Emulation and cross-development for PowerPC
Avoid the cost of new hardware
Level: Introductory
Hollis Blanchard (hollisb@us.ibm.com), Software Developer, IBM
18 Jan 2005
This article introduces PowerPC emulation and cross-compiling for developers without access to real hardware. It is intended for developers familiar with computer architecture who own an x86-based workstation but are interested in experimenting with PowerPC.
Some developers may not have access to a PowerPC® Linux™ system to play with (although you can buy one for less than US$200 at the time of this writing). For the curious x86 Linux user, emulation is a convenient and inexpensive alternative. There are at least three open source PowerPC emulators available, two of which are quite new.
Some emulators, particularly those used by processor developers, are cycle-accurate, meaning that a particular instruction in a given context will take exactly as many cycles to run as it would on real hardware. These emulators emulate not just the instruction set, but also the internal pipelines and caches of the processor. They are particularly useful during development before real silicon exists, and they can also yield more insight into performance bottlenecks than can be gleaned from hardware performance counters. However, these emulators have some severe limitations. Because they document so much intellectual property and hardware tricks, their internals are almost never free for examination or modification. Instead, the processor designer will make binaries available, sometimes for no cost, often for a very restricted range of hosts. Another problem for higher-level software developers is that because they emulate large amounts of processor internals, they are very slow. Finally, they may not be as accurate as real hardware. For reasons of speed or complexity, even a cycle-accurate emulator can omit cache or IO emulation, yielding skewed results. They're probably pretty close for most situations, but the fact remains that an emulator is only emulating the hardware, and its behavior can diverge.

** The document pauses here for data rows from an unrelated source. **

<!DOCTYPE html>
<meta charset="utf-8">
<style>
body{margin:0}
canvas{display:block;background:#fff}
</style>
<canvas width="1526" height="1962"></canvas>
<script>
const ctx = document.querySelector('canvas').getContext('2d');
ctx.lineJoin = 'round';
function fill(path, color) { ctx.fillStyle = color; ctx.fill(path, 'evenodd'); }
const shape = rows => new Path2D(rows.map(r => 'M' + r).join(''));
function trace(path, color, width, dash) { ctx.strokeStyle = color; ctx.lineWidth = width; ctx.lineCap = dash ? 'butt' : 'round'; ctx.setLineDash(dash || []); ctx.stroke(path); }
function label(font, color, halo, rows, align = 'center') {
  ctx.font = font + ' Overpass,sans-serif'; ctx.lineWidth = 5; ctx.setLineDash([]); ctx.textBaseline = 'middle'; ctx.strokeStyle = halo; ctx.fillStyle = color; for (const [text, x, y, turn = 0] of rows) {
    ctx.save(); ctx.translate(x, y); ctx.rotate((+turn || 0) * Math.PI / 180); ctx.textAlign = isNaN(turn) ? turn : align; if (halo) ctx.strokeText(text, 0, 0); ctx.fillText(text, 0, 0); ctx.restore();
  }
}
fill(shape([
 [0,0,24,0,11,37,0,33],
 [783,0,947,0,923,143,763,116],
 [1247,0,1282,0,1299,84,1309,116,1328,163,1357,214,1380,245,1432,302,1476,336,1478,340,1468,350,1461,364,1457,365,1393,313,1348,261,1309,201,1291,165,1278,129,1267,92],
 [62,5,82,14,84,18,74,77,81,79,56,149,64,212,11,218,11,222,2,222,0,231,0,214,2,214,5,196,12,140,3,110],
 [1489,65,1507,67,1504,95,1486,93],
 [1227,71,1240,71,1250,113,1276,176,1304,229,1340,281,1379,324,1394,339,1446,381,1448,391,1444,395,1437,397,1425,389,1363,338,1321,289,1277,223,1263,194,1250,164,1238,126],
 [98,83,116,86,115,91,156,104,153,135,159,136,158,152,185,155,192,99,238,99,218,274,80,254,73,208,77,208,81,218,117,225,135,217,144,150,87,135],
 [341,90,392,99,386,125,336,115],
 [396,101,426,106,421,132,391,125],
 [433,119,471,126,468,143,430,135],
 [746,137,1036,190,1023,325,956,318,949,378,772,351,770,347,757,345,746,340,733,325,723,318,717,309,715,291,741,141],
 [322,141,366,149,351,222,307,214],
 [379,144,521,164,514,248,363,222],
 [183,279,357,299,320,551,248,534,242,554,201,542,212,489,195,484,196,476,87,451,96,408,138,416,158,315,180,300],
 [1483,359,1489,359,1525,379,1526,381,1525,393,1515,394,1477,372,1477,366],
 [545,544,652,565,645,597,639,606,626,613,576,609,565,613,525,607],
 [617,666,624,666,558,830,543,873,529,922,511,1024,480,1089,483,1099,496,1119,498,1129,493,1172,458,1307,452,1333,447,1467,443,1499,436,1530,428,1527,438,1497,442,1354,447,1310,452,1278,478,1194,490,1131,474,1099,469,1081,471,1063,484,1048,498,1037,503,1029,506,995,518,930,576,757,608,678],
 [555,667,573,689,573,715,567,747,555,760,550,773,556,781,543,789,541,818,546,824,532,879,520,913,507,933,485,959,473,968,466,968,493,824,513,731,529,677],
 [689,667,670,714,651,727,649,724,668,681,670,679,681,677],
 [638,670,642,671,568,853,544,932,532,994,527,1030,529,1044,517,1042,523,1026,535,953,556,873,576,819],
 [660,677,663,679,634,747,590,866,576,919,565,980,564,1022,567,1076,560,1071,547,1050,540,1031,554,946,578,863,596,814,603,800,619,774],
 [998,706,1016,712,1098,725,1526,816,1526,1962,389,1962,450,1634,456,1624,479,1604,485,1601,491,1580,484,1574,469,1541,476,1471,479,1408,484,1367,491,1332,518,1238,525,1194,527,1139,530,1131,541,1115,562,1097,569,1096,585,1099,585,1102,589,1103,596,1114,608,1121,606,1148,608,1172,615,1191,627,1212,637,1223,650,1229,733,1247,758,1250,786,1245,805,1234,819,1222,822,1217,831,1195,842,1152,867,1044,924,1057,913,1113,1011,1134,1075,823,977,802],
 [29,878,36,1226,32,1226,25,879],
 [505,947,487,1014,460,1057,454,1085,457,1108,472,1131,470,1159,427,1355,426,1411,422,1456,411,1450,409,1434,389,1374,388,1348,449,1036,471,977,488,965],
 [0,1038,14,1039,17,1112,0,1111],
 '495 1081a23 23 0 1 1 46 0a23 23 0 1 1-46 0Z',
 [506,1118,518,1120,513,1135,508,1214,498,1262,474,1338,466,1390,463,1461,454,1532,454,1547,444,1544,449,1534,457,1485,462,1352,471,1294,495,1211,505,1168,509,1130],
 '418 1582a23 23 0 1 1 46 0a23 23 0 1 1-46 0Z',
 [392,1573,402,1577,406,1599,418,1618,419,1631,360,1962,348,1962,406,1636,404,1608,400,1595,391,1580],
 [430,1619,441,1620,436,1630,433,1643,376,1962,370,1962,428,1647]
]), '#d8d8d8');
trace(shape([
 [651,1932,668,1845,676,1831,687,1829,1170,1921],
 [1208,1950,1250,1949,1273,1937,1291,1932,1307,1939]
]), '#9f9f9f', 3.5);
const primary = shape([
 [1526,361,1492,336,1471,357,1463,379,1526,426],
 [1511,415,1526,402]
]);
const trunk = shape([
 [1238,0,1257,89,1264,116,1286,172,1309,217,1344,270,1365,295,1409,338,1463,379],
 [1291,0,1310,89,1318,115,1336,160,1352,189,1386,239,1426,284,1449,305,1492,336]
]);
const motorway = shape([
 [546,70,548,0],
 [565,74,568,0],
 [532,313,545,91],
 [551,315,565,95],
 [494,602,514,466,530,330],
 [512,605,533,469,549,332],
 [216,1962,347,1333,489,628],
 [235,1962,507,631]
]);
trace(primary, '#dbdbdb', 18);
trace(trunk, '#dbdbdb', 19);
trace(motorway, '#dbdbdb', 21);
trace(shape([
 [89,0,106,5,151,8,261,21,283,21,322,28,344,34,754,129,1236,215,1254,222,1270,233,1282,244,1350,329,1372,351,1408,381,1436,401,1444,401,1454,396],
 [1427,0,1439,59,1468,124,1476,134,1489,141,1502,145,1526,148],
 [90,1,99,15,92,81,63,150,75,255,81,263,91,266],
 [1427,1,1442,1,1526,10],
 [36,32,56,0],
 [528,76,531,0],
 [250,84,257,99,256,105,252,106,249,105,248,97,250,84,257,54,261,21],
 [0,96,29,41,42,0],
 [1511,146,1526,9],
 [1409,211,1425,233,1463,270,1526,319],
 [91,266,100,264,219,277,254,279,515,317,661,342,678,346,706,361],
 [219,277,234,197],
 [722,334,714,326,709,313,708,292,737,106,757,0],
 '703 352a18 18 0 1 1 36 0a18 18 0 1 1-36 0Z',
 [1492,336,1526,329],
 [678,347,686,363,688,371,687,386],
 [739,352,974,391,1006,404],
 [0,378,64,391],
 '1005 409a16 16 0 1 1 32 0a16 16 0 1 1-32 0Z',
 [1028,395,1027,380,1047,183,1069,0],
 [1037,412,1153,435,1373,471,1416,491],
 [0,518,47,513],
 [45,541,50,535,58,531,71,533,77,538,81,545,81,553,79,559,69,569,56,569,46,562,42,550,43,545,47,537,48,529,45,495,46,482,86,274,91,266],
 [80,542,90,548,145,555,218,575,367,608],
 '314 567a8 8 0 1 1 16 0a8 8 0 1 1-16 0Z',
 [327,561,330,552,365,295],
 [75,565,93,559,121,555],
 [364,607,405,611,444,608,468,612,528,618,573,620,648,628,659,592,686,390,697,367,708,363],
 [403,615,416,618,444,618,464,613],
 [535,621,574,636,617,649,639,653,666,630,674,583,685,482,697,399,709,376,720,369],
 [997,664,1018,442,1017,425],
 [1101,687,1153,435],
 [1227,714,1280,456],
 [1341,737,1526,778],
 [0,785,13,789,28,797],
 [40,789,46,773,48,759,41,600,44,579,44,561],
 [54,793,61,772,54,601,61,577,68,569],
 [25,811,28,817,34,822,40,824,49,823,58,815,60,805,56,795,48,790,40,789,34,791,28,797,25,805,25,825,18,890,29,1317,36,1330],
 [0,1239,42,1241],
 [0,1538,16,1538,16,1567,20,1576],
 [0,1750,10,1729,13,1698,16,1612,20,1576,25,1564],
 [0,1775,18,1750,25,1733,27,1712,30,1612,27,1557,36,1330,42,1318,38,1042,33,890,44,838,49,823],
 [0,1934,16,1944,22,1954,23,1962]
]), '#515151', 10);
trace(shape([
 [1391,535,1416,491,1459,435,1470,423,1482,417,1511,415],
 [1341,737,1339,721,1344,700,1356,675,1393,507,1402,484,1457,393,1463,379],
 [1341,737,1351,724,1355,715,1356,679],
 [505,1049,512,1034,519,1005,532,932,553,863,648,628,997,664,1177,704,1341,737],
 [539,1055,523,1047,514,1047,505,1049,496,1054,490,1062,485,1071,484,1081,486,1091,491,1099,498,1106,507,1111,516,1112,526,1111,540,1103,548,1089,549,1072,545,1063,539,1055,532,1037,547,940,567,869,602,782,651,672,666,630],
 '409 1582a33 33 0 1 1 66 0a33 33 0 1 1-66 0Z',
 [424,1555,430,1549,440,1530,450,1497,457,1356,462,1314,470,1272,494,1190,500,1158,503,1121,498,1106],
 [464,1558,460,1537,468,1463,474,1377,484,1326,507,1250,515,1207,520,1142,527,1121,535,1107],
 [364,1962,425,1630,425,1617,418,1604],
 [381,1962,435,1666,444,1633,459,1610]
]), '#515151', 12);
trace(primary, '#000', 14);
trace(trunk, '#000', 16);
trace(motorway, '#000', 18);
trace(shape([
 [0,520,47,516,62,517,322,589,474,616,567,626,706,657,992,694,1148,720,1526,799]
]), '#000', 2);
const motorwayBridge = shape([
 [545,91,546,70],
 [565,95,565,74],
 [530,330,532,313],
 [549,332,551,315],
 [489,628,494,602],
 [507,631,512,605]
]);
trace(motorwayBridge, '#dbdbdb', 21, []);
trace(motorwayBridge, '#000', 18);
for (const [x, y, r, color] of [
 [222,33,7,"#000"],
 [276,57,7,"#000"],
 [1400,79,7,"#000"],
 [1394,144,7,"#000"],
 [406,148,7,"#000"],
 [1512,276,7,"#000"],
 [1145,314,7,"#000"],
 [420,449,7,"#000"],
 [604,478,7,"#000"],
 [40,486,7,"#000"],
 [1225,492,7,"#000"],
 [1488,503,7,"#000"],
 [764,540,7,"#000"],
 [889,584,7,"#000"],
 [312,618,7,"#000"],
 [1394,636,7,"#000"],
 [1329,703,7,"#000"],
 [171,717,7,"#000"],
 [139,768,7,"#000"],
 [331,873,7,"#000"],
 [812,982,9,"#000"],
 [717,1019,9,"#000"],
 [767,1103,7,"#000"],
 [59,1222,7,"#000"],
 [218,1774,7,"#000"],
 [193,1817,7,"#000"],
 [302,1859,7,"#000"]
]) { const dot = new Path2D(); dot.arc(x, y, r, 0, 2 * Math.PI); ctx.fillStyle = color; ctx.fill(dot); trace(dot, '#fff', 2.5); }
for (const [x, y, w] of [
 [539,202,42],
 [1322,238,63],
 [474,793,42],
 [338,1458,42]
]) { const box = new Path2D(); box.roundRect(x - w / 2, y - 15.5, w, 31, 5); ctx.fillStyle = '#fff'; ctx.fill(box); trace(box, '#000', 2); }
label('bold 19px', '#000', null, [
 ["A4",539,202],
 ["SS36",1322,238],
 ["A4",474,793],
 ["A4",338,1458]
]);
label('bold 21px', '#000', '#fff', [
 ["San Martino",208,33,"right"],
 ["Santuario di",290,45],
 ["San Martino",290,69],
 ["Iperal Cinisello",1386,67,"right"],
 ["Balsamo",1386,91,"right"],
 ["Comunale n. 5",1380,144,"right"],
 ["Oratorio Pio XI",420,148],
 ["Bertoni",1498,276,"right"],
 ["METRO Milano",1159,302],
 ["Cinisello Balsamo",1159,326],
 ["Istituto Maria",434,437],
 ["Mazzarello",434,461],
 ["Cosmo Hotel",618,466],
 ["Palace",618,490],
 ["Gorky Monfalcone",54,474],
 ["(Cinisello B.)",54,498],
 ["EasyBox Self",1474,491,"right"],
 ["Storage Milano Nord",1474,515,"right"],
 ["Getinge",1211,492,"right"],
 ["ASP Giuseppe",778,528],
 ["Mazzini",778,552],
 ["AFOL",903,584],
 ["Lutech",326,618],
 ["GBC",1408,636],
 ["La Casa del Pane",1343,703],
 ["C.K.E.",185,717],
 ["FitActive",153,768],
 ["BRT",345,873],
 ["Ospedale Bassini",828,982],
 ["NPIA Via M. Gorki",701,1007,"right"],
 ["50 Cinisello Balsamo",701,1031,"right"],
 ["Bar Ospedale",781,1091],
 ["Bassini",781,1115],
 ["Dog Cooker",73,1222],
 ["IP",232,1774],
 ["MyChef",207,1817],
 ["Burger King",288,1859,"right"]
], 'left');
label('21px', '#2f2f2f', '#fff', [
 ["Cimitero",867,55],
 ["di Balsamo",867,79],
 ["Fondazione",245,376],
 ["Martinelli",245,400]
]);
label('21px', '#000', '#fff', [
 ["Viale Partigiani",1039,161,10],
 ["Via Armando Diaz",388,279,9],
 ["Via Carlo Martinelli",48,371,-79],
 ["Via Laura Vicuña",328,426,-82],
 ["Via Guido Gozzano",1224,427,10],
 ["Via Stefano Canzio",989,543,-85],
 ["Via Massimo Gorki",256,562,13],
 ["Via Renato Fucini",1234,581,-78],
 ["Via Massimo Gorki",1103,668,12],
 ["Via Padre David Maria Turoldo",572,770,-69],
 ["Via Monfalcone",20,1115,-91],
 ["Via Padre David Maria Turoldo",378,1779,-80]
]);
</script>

None of the emulators discussed here are cycle-accurate. In fact, they probably aren't even fully behavior-accurate. (When that happens, it's called a bug, and will usually end up being squashed... eventually).
Emulating user mode
One very convenient feature for the casual developer is user-mode
emulation. If an emulator emulates only the processor and IO (such as a
network device), a Linux kernel would need to be booted (and emulated)
first, then the emulated application on top of that. That's certainly
important for more serious work, but it's much more convenient for simple
experimentation to avoid dealing with kernels entirely. If the emulator
can emulate not just the processor but also the operating system kernel,
that makes it much easier to run little programs that don't depend on many
kernel services, such as those that only need to use the write
and exit
system
calls.
When an emulator ordinarily encounters a PowerPC system call instruction, it emulates the exception by storing the instruction address into the SRR0 register, setting some architecture-defined bits in SRR1, and transferring control to physical address 0xC00. (Some PowerPC variants allow more control over this behavior, but this is the traditional PowerPC model.) The emulated kernel has its system call exception handler at 0xC00, just like on hardware, and so the kernel takes control of the processor.

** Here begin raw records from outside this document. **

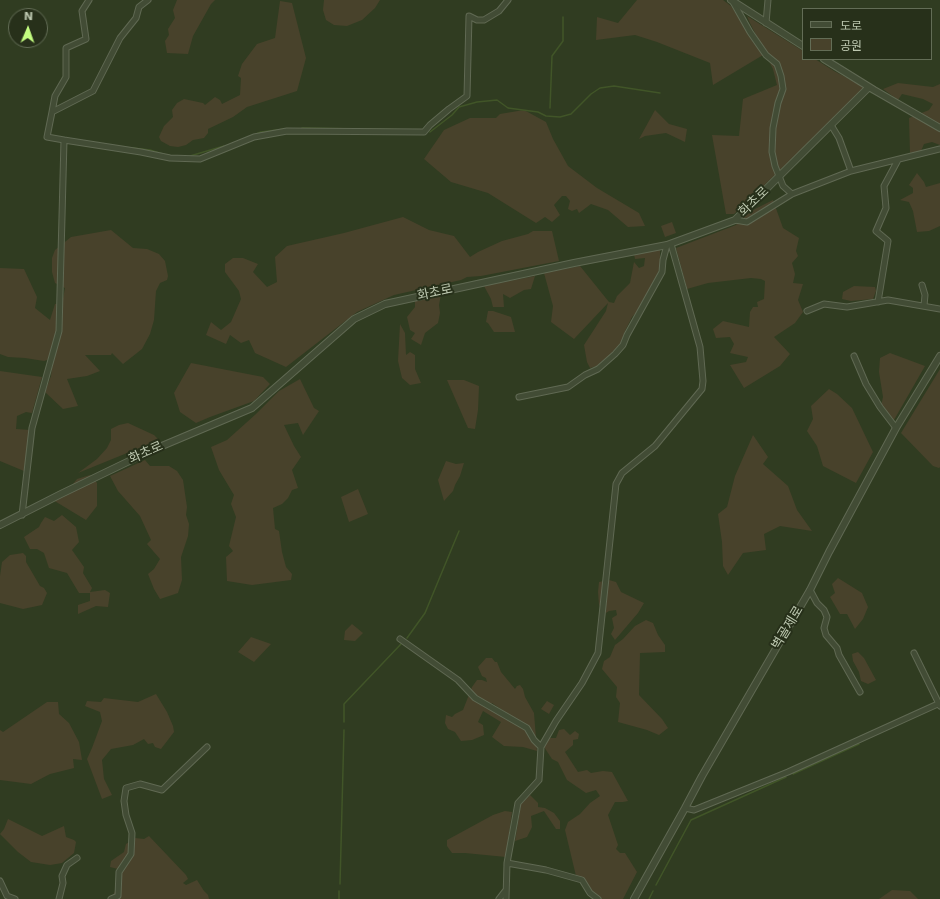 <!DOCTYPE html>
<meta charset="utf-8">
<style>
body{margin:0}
#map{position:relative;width:940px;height:899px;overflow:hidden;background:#303c21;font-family:"DejaVu Sans","Noto Sans KR",sans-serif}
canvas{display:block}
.legend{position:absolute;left:802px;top:8px;width:130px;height:52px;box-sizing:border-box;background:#27301a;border:1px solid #636d56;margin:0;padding:5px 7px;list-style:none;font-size:12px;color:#bdc8b0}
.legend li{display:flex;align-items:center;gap:8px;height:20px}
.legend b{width:20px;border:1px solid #636d56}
.north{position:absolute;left:8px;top:8px;width:40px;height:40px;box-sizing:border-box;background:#27301a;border:1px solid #636d56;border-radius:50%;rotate:2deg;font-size:11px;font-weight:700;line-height:16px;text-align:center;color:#bdc8b0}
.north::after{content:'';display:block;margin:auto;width:14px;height:18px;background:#c3fd80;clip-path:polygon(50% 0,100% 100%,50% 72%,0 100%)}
</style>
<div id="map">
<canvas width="940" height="899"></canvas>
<ul class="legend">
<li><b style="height:5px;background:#424c35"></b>도로</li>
<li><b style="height:11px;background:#48422b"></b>공원</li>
</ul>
<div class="north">N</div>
</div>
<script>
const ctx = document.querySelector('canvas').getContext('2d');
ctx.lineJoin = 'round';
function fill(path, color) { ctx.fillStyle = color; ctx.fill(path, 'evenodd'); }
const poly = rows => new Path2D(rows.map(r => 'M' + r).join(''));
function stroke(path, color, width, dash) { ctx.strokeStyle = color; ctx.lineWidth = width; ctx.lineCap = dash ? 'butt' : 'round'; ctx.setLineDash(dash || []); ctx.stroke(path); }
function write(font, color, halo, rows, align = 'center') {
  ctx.font = font + ' "DejaVu Sans","Noto Sans KR",sans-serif'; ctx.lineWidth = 4; ctx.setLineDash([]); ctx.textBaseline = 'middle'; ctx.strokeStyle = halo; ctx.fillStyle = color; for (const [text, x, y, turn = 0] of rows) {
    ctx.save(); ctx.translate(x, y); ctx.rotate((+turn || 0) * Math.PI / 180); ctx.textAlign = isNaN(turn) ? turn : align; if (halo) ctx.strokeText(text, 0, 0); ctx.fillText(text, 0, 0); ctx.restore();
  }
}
const green = poly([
 [177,0,215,0,211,4,193,36,188,54,167,53,165,41,169,35,168,29,175,18,173,10],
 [324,0,380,0,375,8,362,20,347,26,334,25,326,20,323,10],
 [637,0,723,0,731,6,763,55,713,85,710,63,657,42,635,35,596,40,597,17,618,23],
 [280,1,292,3,306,58,297,91,247,107,233,117,208,129,208,133,204,138,193,140,186,145,178,147,170,146,161,141,159,137,164,126,173,117,172,110,177,103,184,99,203,103,205,105,215,97,220,100,222,104,240,95,241,78,238,76,242,64,257,44,275,38],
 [747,16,803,51,803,59,815,59,834,71,866,88,734,214,726,214,712,135,739,136,743,99,777,85,773,69,749,21],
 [898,83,933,87,940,84,940,145,932,142,924,144,921,151,910,153,909,118,929,110,933,104,923,99,902,94,898,100,883,89],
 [524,110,546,122,553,139,568,166,597,188,639,213,645,226,628,227,608,210,591,204,579,213,577,209,572,211,568,209,570,201,566,196,562,196,554,205,560,215,552,222,545,217,536,223,488,193,451,182,424,159,444,130,470,118,496,118,500,114],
 [655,110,669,124,687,129,685,142,666,133,645,136,639,139],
 [917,173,924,182,926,187,940,183,940,226,929,231,917,232,913,211,909,202,900,200,913,193,913,188,909,185],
 [773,200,783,228,799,238,796,251,798,256,792,263,795,274,793,283,803,284,798,300,803,312,795,323,774,337,790,354,780,366,744,388,730,365,746,362,748,357,730,353,734,344,730,337,716,338,713,329,723,321,749,327,750,312,753,307,758,307,757,302,764,299,765,281,761,279,751,278,708,283,687,289,676,248,736,225,744,217,755,209],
 [403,217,429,230,454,236,470,257,478,252,502,241,528,234,533,231,552,231,559,261,481,276,467,277,461,280,394,295,357,312,286,367,255,353,249,340,241,343,230,335,226,344,206,335,211,322,221,330,231,322,241,299,239,291,225,272,225,264,233,258,243,258,258,264,253,272,267,287,277,282,275,257,287,246,344,233],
 [672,222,676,233,665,237,661,226],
 [111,230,133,248,147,249,159,254,165,261,168,276,167,280,160,283,156,291,154,320,150,334,142,349,123,364,112,353,111,355,85,355,100,371,87,376,67,379,78,406,63,409,45,392,51,376,53,358,44,361,25,358,8,357,0,354,0,268,24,269,37,297,35,308,50,320,55,304,62,303,65,288,55,283,52,272,52,258,55,250,71,237],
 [660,250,660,267,656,278,636,313,632,317,625,331,622,342,617,350,608,358,604,360,597,366,590,368,587,362,584,345,606,311,608,303,574,339,551,322,553,306,544,273,580,266,609,302,614,303,617,296,630,283,634,262,639,268,644,266,645,258,635,259,634,254,647,251],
 [535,276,531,289,524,290,510,298,503,294,504,307,493,307,491,299,484,286],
 [854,286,875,287,876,291,873,299,851,301,842,299,843,292],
 [441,294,439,305,440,313,438,323,425,333,421,345,411,339,415,333,410,330,407,317,415,307,415,301],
 [488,311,493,311,511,317,515,332,494,332,488,323,486,322],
 [400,324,405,333,406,355,410,352,415,355,415,369,421,383,410,385,402,378,398,361],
 [890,353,925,366,894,420,881,406,883,397,879,372,880,358],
 [191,363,263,377,270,384,254,401,210,417,196,423,180,412,174,393],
 [940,369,940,467,939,468,933,466,901,433],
 [0,371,42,377,32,413,26,412,17,416,16,429,30,430,24,471,0,461],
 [300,379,314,408,319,411,303,435,298,423,284,425,294,446,301,457,292,470,298,488,292,490,288,498,282,504,273,508,275,529,279,531,282,552,286,567,292,574,291,580,252,585,227,581,226,557,233,551,229,546,236,517,231,504,234,495,219,470,211,447,227,440,256,414,279,391],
 [447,380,464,380,479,386,478,410,475,429,468,428],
 [829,389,837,394,852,408,873,452,856,483,823,466,817,446,807,431,813,419,811,406],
 [128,423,154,435,159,440,78,473,97,459,107,448,111,440,111,429,119,425],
 [753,435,768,457,763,464,788,486,797,510,812,531,780,526,764,534,766,550,743,553,728,575,723,566,722,542,718,514,727,507,735,476],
 [145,460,150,466,169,466,177,471,183,480,187,507,186,515,189,524,188,536,181,557,182,580,178,593,160,599,154,589,148,574,154,569,160,559,147,544,151,540,140,516,118,491,110,476],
 [446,461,456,464,464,463,460,476,455,485,453,491,444,501,438,480],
 [90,475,97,483,97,506,86,520,53,500,73,490,73,484,77,479],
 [358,489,368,514,349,522,341,497],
 [62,515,76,527,79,542,72,550,84,567,83,573,92,588,90,592,105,590,110,593,108,607,96,606,78,614,78,605,90,601,90,593,79,593,67,573,49,568,44,553,37,549,30,549,24,537,39,527,41,523,45,517,54,521],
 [23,553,26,556,26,562,40,586,44,588,47,593,42,605,23,609,0,603,0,576,2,562,10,555],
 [838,578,862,593,868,607,863,619,855,629,847,614,840,614,830,597,835,593,832,584],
 [609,580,616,582,621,592,644,603,638,613,615,640,611,634,614,628,612,618,617,615,616,610,609,611,606,613,599,605,598,592,599,582],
 [646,620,653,623,658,635,665,645,665,652,640,653,639,695,662,719,668,728,659,735,647,730,618,722,620,703,616,697,617,687,602,669,604,661,610,657,615,645,623,639,635,626],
 [352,624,363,633,355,641,344,640,345,631],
 [251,637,271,644,254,662,238,652],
 [858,652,864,658,876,680,868,684,861,681,859,672,853,661,852,654],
 [486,658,492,658,495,662,497,662,501,672,515,689,517,686,520,685,523,689,525,697,534,713,537,751,523,747,504,746,492,737,501,722,483,711,478,722,483,725,484,735,472,740,461,741,455,732,448,729,445,723,446,715,452,717,455,714,463,710,472,687,477,680,482,680,487,682,486,678,482,676,478,667],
 [492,703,509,715,523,723,489,708],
 [156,694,167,712,173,726,174,732,161,749,155,747,153,743,148,744,144,739,133,745,111,749,102,760,104,779,112,795,102,799,87,759,92,748,102,721,100,712,85,706,87,701,101,702,104,698,138,702],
 [547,701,554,705,549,714,541,709],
 [47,702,58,702,59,714,69,723,79,742,82,760,73,759,74,768,50,774,31,784,0,780,0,730,3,732],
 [564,729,570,735,575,731,579,734,578,739,573,740,573,745,565,752,578,772,587,770,591,773,603,771,612,772,628,801,623,802,615,802,608,815,618,845,616,849,620,853,625,853,637,872,623,899,593,899,576,876,565,830,568,822,580,814,590,803,600,796,596,790,586,793,567,780,558,762,552,759,544,747,548,738,556,738,559,730],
 [530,795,538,803,538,807,545,808,554,813,560,821,560,829,556,829,544,811,531,816,532,827,527,837,515,841,521,804],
 [505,811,512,812,506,857,465,853,452,853,447,846,447,840,493,815],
 [8,819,42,836,64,826,66,837,74,840,76,842,74,853,62,863,50,865,31,862,18,852,0,834,4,829],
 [149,836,186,875,188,879,183,883,186,885,197,880,204,891,208,895,209,899,111,899,116,889,118,869,110,867,111,861,124,852,126,844,135,838,144,839],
 [892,890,910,891,918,899,879,899]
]);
const stream = poly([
 [550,108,552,56,563,41,563,17],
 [302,128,421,130],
 [430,132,452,115,459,107,477,102,497,100,508,108,538,112,546,116,560,117,571,114,591,94,600,88,614,86,660,93],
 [256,134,261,132,285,129],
 [133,148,150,150,166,155],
 [190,156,224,146],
 [407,638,425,613,459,531],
 [344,722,344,704,401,644],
 [793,774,859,744],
 [340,884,344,730],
 [656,885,691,820,786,777],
 [339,899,339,891],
 [649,899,653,891]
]);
const minor = poly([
 [89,0,82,11,86,39,66,48,66,77,55,96,52,112,93,91,120,38,136,18,139,7,148,0],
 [733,2,750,32,766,55,777,64,781,76,783,89,778,103,773,128,772,152,775,166,783,186,792,194],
 [766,23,768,0],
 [831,125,839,138,851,171],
 [64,140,141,152,170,158,200,159,254,137,287,131,424,132,430,125,449,109,467,96,469,16,477,20,484,20,499,11,508,0],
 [735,220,747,222,792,194,851,171,940,149],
 [922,285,925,295,924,306],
 [878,302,888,241,876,231,886,208,884,186,898,160],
 [807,311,824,304,847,307,888,300,940,309],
 [854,356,866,384,880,407,896,428],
 [519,397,568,387,585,375,598,369,615,354,623,345,627,335,662,272,663,260,667,245],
 [22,515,32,428,59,331,64,140,47,137,52,112],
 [810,590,817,603,824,610,827,617,824,628,826,635,837,648,839,655,860,692],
 [400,639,458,680,475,698,527,728,534,740,541,747,539,780,518,803,507,863,506,899],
 [914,653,940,706],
 [541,747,556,721,582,683,598,653,616,484,622,473,655,446,702,389,703,381,700,347,671,244],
 [685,808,694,810,788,772,940,703],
 [507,863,546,870,582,880,590,893,598,899],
 [0,881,7,896,15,899],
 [59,899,63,883,62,876,67,865,77,858],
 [111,899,118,896,119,872,131,854,132,833,126,815,124,801,126,788,140,784,162,790,207,747],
 [499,899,506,890]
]);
const tertiary = poly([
 [731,0,803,46],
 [824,59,874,90,940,128],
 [0,525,61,494,150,451,252,408,354,319,385,304,574,263,667,245,735,220,869,87],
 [634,899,685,808,702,776,810,590,829,552,896,428,940,356]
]);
const streetNames = [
 ["화초로",754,202,-44],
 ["화초로",435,293,-12],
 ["화초로",146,453,-24],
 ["벽골제로",788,628,-59]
];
fill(green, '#48422b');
stroke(stream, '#415528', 1.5);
stroke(minor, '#606953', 7);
stroke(tertiary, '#606953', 8);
stroke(minor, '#424c35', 5);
stroke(tertiary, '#424c35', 6);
write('13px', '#bdc8b0', '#27301a', streetNames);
</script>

When an emulator supporting user-mode emulation encounters a system call
instruction, on the other hand, it does not transfer control to the
emulated exception handler; instead it interprets the system call itself.
The easiest examples are system calls like read
and write
: these can be almost directly
converted into real system calls made by the emulator. The glue layer to
translate between emulated system calls made by the emulated application
and real system calls made by the emulator may have other functionality,
such as logging all system calls made by the emulated application.
In addition to bypassing the complexity of building a kernel to emulate and a file system image to boot into, and configuring a virtual network device for IO, this shortcut also speeds up emulation, as the reams of kernel instructions that would have run to handle the system call -- from the exception handler through the VFS and the device driver -- are bypassed. However, it should be clear that not running the kernel inside the emulator means the overall behavior could be quite different indeed. In the worst case, a bug in the emulator's system call glue could make it seem as though the emulated application is buggy, even though it would run perfectly on a real kernel. This worst case remains pretty rare, though, and these tools are generally production-ready.
|
Qemu, which is relatively new, uses dynamic translation like a Java Just In Time (JIT) compiler to achieve good performance; in this case, good performance is about 4x to 10x slower than native hardware, depending on the benchmark. It supports a few different hosts and targets, but all we'll worry about is x86 host and PowerPC target, which fortunately is one of the supported configurations. Qemu also supports a remote GDB (GNU Debugger) connection, which is very valuable for debugging. Unfortunately, qemu does not support GDB connections in user-mode emulation, only in full-system mode. Qemu does not support AltiVec™ vector-processing instructions.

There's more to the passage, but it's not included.